The team therefore investigated a mechanism that can control the transition from acute to chronic pain. According to the paper, published in Science Advances, N-acylethanolamine acid amidase (NAAA) is a critical control point in the progression to pain chronicity, which can be effectively targeted by small-molecule therapeutics that inhibit this enzyme.
The researchers showed that disabling NAAA in spinal cord during a 72-hour time window following peripheral tissue injury halts chronic pain development in male and female mice by triggering a PPAR-α-dependent reprogramming of local core metabolism from aerobic glycolysis, which is transiently enhanced after end-organ damage, to mitochondrial respiration.

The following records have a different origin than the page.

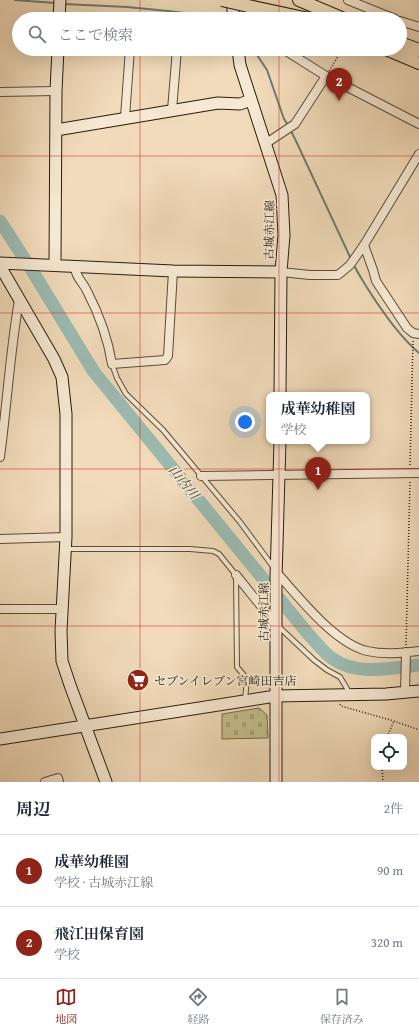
<!DOCTYPE html>
<html lang="ja">
<meta charset="utf-8">
<style>
:root{--surface:#fff;--page:#f6f6f7;--text:#1f2937;--muted:#747a83;--line:#e0e1e3;--accent:#8f2418}
body{margin:0;font-family:"Gentium Book Plus","Noto Serif JP",serif;background:var(--page);color:var(--text)}
.controls{position:absolute;right:12px;bottom:12px;display:grid;overflow:hidden;border-radius:8px;box-shadow:0 4px 16px #0002}
.controls button{width:36px;height:36px;display:grid;place-items:center;padding:0;border:0;border-bottom:1px solid var(--line);background:var(--surface);color:var(--text);font:20px sans-serif}
.you{position:absolute;left:245px;top:422px;width:14px;height:14px;margin:-10px;border:3px solid #fff;border-radius:50%;background:#1a73e8;box-shadow:0 0 0 6px #1a73e833}
.badge{display:grid;place-items:center;width:26px;height:26px;border-radius:50%;background:var(--accent);color:#fff;font-size:13px;font-weight:700}
.pin{position:absolute;translate:-50% -33px;filter:drop-shadow(0 1px 2px #0008)}
.pin::after{content:'';position:absolute;top:21px;width:14px;height:12px;background:inherit;clip-path:polygon(0 0,100% 0,50% 100%)}
.popup{position:absolute;left:266px;top:392px;width:104px;height:52px;box-sizing:border-box;display:grid;place-content:center;border-radius:8px;background:var(--surface);filter:drop-shadow(0 1px 3px #0005);font-size:13px;white-space:nowrap;color:var(--muted)}
.popup b{font-size:15px;color:var(--text)}
.popup::after{content:'';position:absolute;left:50%;top:100%;margin-left:-8px;border:8px solid transparent;border-top-color:var(--surface)}
.list{margin:0;padding:0;list-style:none}
h2{display:flex;justify-content:space-between;align-items:center;height:52px;margin:0;padding:0 16px;font-size:17px}
h2 small{font-size:13px;font-weight:400;color:var(--muted)}
.list li{display:grid;grid-template-columns:26px 1fr auto;gap:12px;align-items:center;box-sizing:border-box;height:72px;padding:0 16px;border-top:1px solid var(--line)}
.list b{display:block;font-size:15px;white-space:nowrap}
.list p{margin:0;font-size:13px;white-space:nowrap;color:var(--muted)}
.list em{font-size:13px;font-style:normal;color:var(--muted)}
.icon{flex:none;width:22px;height:22px;fill:none;stroke:currentColor;stroke-width:2;stroke-linecap:round;stroke-linejoin:round}
.map{position:relative;flex:none;width:419px;height:782px;overflow:hidden}
.search{position:absolute;background:var(--surface);box-shadow:0 4px 16px #0002;left:12px;right:12px;top:12px;height:44px;display:flex;align-items:center;gap:10px;box-sizing:border-box;padding:0 14px;border-radius:22px;color:var(--muted);font-size:15px}
.sheet{height:196px;background:var(--surface)}
nav{display:flex;justify-content:space-around;align-items:center;box-sizing:border-box;height:56px;border-top:1px solid var(--line);background:var(--surface);font-size:11px;color:var(--muted)}
nav a{display:grid;justify-items:center;gap:2px}
nav .on{color:var(--accent)}
.map>svg:first-child{display:block}
</style>
<div class="map">
<svg width="419" height="782" viewBox="0 0 419 782">
<defs>
<pattern id="cemetery-stones" width="16" height="16" patternUnits="userSpaceOnUse"><rect width="16" height="16" fill="#c2bd8a"/><path d="M2 7V4a2 2 0 0 1 4 0v3zM10 15v-3a2 2 0 0 1 4 0v3z" fill="#a7a276"/></pattern>
</defs>
<rect width="100%" height="100%" fill="#f1dbba"/>
<filter id="stains"><feTurbulence type="fractalNoise" baseFrequency=".005" numOctaves="4"/><feColorMatrix values="0 0 0 0 .2 0 0 0 0 .09 0 0 0 0 .02 0 0 0 .5 -.17"/></filter>
<radialGradient id="worn" r=".72"><stop offset=".6" stop-color="#630" stop-opacity="0"/><stop offset="1" stop-color="#630" stop-opacity=".3"/></radialGradient>
<!-- cemetery -->
<path fill="url(#cemetery-stones)" stroke="#746c4c" d="M259,708L267,715L268,738L222,739V714Z"/>
<g fill="none" stroke-linecap="round" stroke-linejoin="round">
<!-- stream -->
<path stroke="#6c7b71" stroke-width="2" d="M15,0L55,3
M64,4L127,7L168,11L185,13L194,19
M242,50L255,52L267,70L284,119L288,125
M290,129L296,141L351,259
M354,265C357,272 362,279 366,286C381,310 398,335 419,353"/>
<!-- river -->
<path stroke="#9bbbb2" stroke-width="13" d="M0,221L33,272L94,372L309,635C317,643 324,653 333,659C357,676 392,668 419,665"/>
<!-- lane casing -->
<g stroke="#594c3a" stroke-width="6">
<path id="lane" d="M112,364L117,378L126,394L163,430L240,522L274,568
M66,549H190L213,551L219,554L236,575L237,667L247,679L245,700
M279,627L314,660L327,670L340,677L349,692"/>
</g>
<!-- street casing -->
<g stroke="#594c3a" stroke-width="10">
<path id="street" d="M348,0L395,19
M400,21L419,27
M283,49L326,76L419,124
M0,92L56,91
M172,110L177,49
M125,117L130,49
M265,144L295,124L326,76
M364,245L373,270L376,281L407,328L413,333L419,334
M75,266C75,277 83,282 87,291C99,314 108,339 112,364L165,360L168,356L173,271
M281,272L310,275H338L350,265L364,245L419,154
M0,457C7,405 10,352 19,300
M201,476L419,473
M0,539L66,537
M276,572C299,597 334,643 367,651C384,655 402,653 419,651
M236,575L277,626
M0,609H63
M405,693L406,652
M45,782L58,778L59,782"/>
</g>
<!-- secondary casing -->
<g stroke="#261c0f" stroke-width="13">
<path id="secondary" d="M232,0L234,19
M59,19L60,0
M238,49L240,65L282,195L284,235L281,272L280,395
M56,130L218,103L240,104L251,100
M0,263L173,271L281,272
M55,265L56,91L58,49
M0,266L54,359L62,377L66,414V537L61,631L62,661L70,685L106,782
M0,739L276,696L386,694L419,691
M276,782V578L280,441"/>
</g>
<!-- primary casing -->
<g stroke="#261c0f" stroke-width="14">
<path id="primary" d="M299,0L344,19
M248,6L309,19
M400,43L419,50
M386,49L419,63"/>
</g>
<!-- path -->
<path stroke="#261c0f" stroke-width="1.5" stroke-dasharray="1 2" stroke-linecap="butt" d="M329,71L342,50
M410,465L413,341
M406,645L410,481
M340,704L341,706L394,721L419,730
M387,737L394,721
M382,767L383,782"/>
<!-- lane -->
<use href="#lane" stroke="#f6e8d2" stroke-width="4"/>
<!-- street -->
<use href="#street" stroke="#f6e8d2" stroke-width="8"/>
<!-- secondary -->
<use href="#secondary" stroke="#f6e8d2" stroke-width="11"/>
<!-- primary -->
<use href="#primary" stroke="#f1dbba" stroke-width="12"/>
<!-- primary-bridge casing -->
<g stroke="#261c0f" stroke-width="14" stroke-linecap="butt">
<path id="primary-bridge" d="M222,0L248,6"/>
</g>
<!-- primary-bridge -->
<use href="#primary-bridge" stroke="#f1dbba" stroke-width="12"/>
</g>
<!-- grid -->
<path fill="none" stroke="#d62828" stroke-width="1" stroke-opacity="0.55" d="M140,0V19M279,0V19M140,49V782M279,49V782M0,156H419M0,313H419M0,469H419M0,626H419"/>
<!-- icons -->
<defs>
<g id="supermarket-disc" transform="scale(1.15)"><circle r="9.5" fill="#8f2418" stroke="#f6e8d2"/><path d="M-6-5.5h2.5l.6 2H6L4.5 2H-2.5L-4.4-4H-6ZM-1.5 3.2a1.3 1.3 0 1 0 .1 0ZM3 3.2a1.3 1.3 0 1 0 .1 0Z" fill="#fff"/></g>
</defs>
<g fill-rule="evenodd">
<use href="#supermarket-disc" x="138" y="680"/>
</g>
<g text-anchor="middle" dominant-baseline="central" stroke-width="3.5" stroke-linejoin="round" paint-order="stroke">
<!-- street labels -->
<g font-size="12" fill="#261c0f" stroke="#f6e8d2">
<text transform="translate(269 230) rotate(-89)">古城赤江線</text>
<text transform="translate(263 612) rotate(-90)">古城赤江線</text>
</g>
<!-- poi labels -->
<g font-size="12" fill="#261c0f" stroke="#f6e8d2" text-anchor="start">
<text x="154" y="680">セブンイレブン宮崎田吉店</text>
</g>
<!-- water labels -->
<g font-size="13" font-style="italic" fill="#494c40" stroke="#f6e8d2">
<text transform="translate(184 482) rotate(51)">山内川</text>
</g>
</g>
<rect width="100%" height="100%" filter="url(#stains)"/>
<rect width="100%" height="100%" fill="url(#worn)"/>
</svg>
<div class="controls">
<button><svg class="icon" aria-label="locate" viewBox="0 0 24 24"><circle cx="12" cy="12" r="6"/><path d="M12 2v4M12 18v4M2 12h4M18 12h4"/></svg></button>
</div>
<div class="you"></div>
<div class="pin badge" style="left:318px;top:490px">1</div>
<div class="popup"><b>成華幼稚園</b>学校</div>
<div class="pin badge" style="left:339px;top:101px">2</div>
<div class="search"><svg class="icon" aria-label="search" viewBox="0 0 24 24"><circle cx="10" cy="10" r="6"/><path d="M15 15l6 6"/></svg>ここで検索</div>
</div>
<section class="sheet">
<h2>周辺<small>2件</small></h2>
<ul class="list">
<li><span class="badge">1</span><div><b>成華幼稚園</b><p>学校 · 古城赤江線</p></div><em>90 m</em></li>
<li><span class="badge">2</span><div><b>飛江田保育園</b><p>学校</p></div><em>320 m</em></li>
</ul>
</section>
<nav>
<a class="on"><svg class="icon" aria-label="map" viewBox="0 0 24 24"><path d="M3 6l6-2 6 2 6-2v14l-6 2-6-2-6 2zM9 4v14M15 6v14"/></svg>地図</a>
<a><svg class="icon" aria-label="directions" viewBox="0 0 24 24"><path d="M12 3l9 9-9 9-9-9zM9 14v-3h6M13 9l2 2-2 2"/></svg>経路</a>
<a><svg class="icon" aria-label="saved" viewBox="0 0 24 24"><path d="M7 4h10v16l-5-4-5 4z"/></svg>保存済み</a>
</nav>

“Delineating the nature, localisation and timing of the events involved in pain chronicity is necessary to pinpointing control nodes in the process that can be targeted by new classes of disease-modifying medicines beyond analgesics,” explained Professor Daniele Piomelli. “This study is the first to identify that NAAA, a previously unrecognised control node, can be effectively targeted by small molecule therapeutics that inhibit this enzyme and block the transition from acute to chronic pain.”
The team are hopeful that their study will lead to future therapeutics for pain. “Our findings suggest a new class of drugs – NAAA inhibitors – can be used to treat various forms of chronic pain and in preventing incisional and inflammatory injuries following surgery,” Piomelli concluded.